As a trained neuroscientist, this is a book I’d like to hand out on the street everyone. Any time you hear a pop-culture think piece confidently declare “gene X is responsible for behavior Y,” “hormone Z is a ‘love potion,’” or “socioeconomic factor A means you will do B in situation C,” there are reams of caveats omitted, context and nuance left out in our breathless excitement that is important for understanding not just the experimental design, but the type of behavior, even the “meaning" we ascribe to the behavior itself.

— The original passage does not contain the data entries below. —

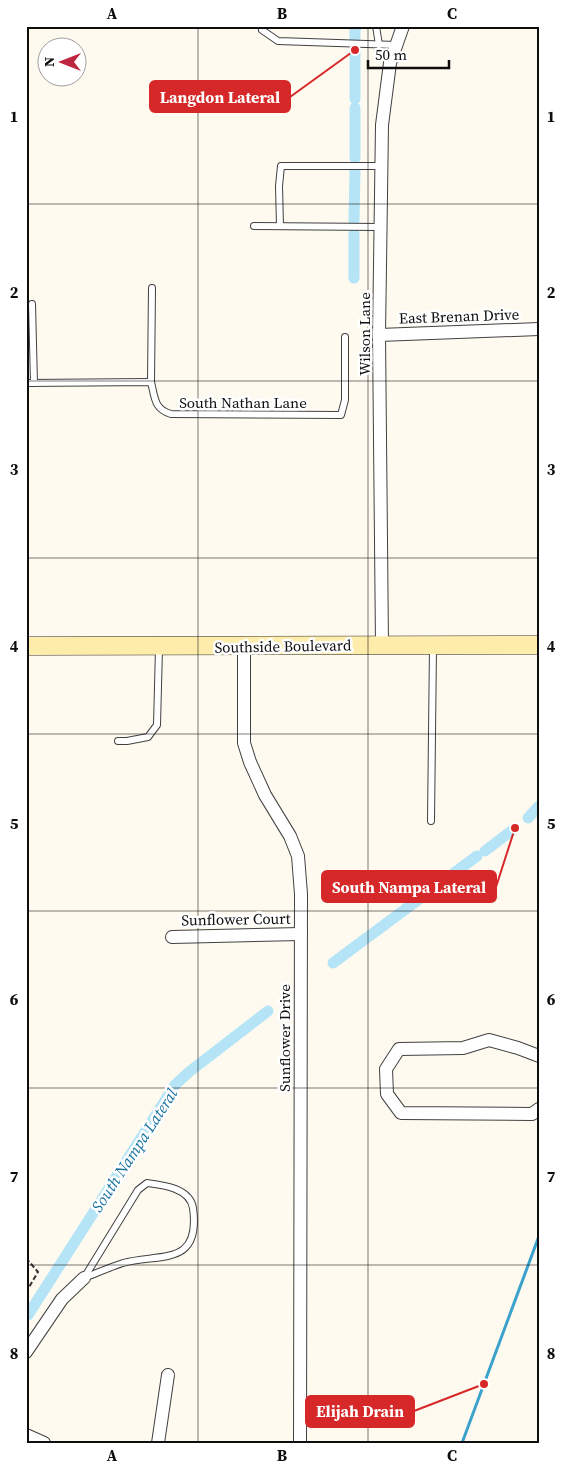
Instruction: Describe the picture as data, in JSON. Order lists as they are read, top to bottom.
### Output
{
  "streets": {
    "main road": ["Southside Boulevard"],
    "street": [
      "East Brenan Drive",
      "Wilson Lane",
      "Sunflower Court",
      "Sunflower Drive"
    ],
    "lane": ["South Nathan Lane"]
  },
  "crossings": [
    ["East Brenan Drive", "Wilson Lane"],
    ["Wilson Lane", "Southside Boulevard"],
    ["Southside Boulevard", "Sunflower Drive"],
    ["Sunflower Court", "Sunflower Drive"]
  ],
  "water": ["South Nampa Lateral"],
  "places": ["Langdon Lateral", "South Nampa Lateral", "Elijah Drain"],
  "scale_bar": "50 m",
  "north": "left",
  "grid": {
    "columns": ["A", "B", "C"],
    "rows": [
      "1",
      "2",
      "3",
      "4",
      "5",
      "6",
      "7",
      "8"
    ]
  }
}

Sapolsky’s book is a chance to stop and take your breath, an ambitious but accessible introduction to behavioral neuroscience that attempts to understand the headline-grabbing findings by synthesizing across a variety of temporal and biological scales. He begins with momentary and molecular and, by constantly expanding his scope, eventually encloses the cultural and generational in his arguments. His tone is conversational, like you met at a party or a coffee shop and started chatting about the topic with someone who happens to be a world expert accustomed to explaining things to novices.
With patience, an abundance of evidence, and a sophisticated understanding of the drawbacks inherent to each level of analysis, he dispels common misconceptions about behavioral science, and explains the complex interplay between different levels of inquiry–genes and environment and individual history and evolutionary history and social context and economic factors and… you get the idea. As a pair of simple examples, consider that elevating testosterone can increase cooperation, and that increasing levels of the “love hormone" oxytocin can promote aggression; in both cases, the social context is king when determining the behavioral outcome of the biological manipulation.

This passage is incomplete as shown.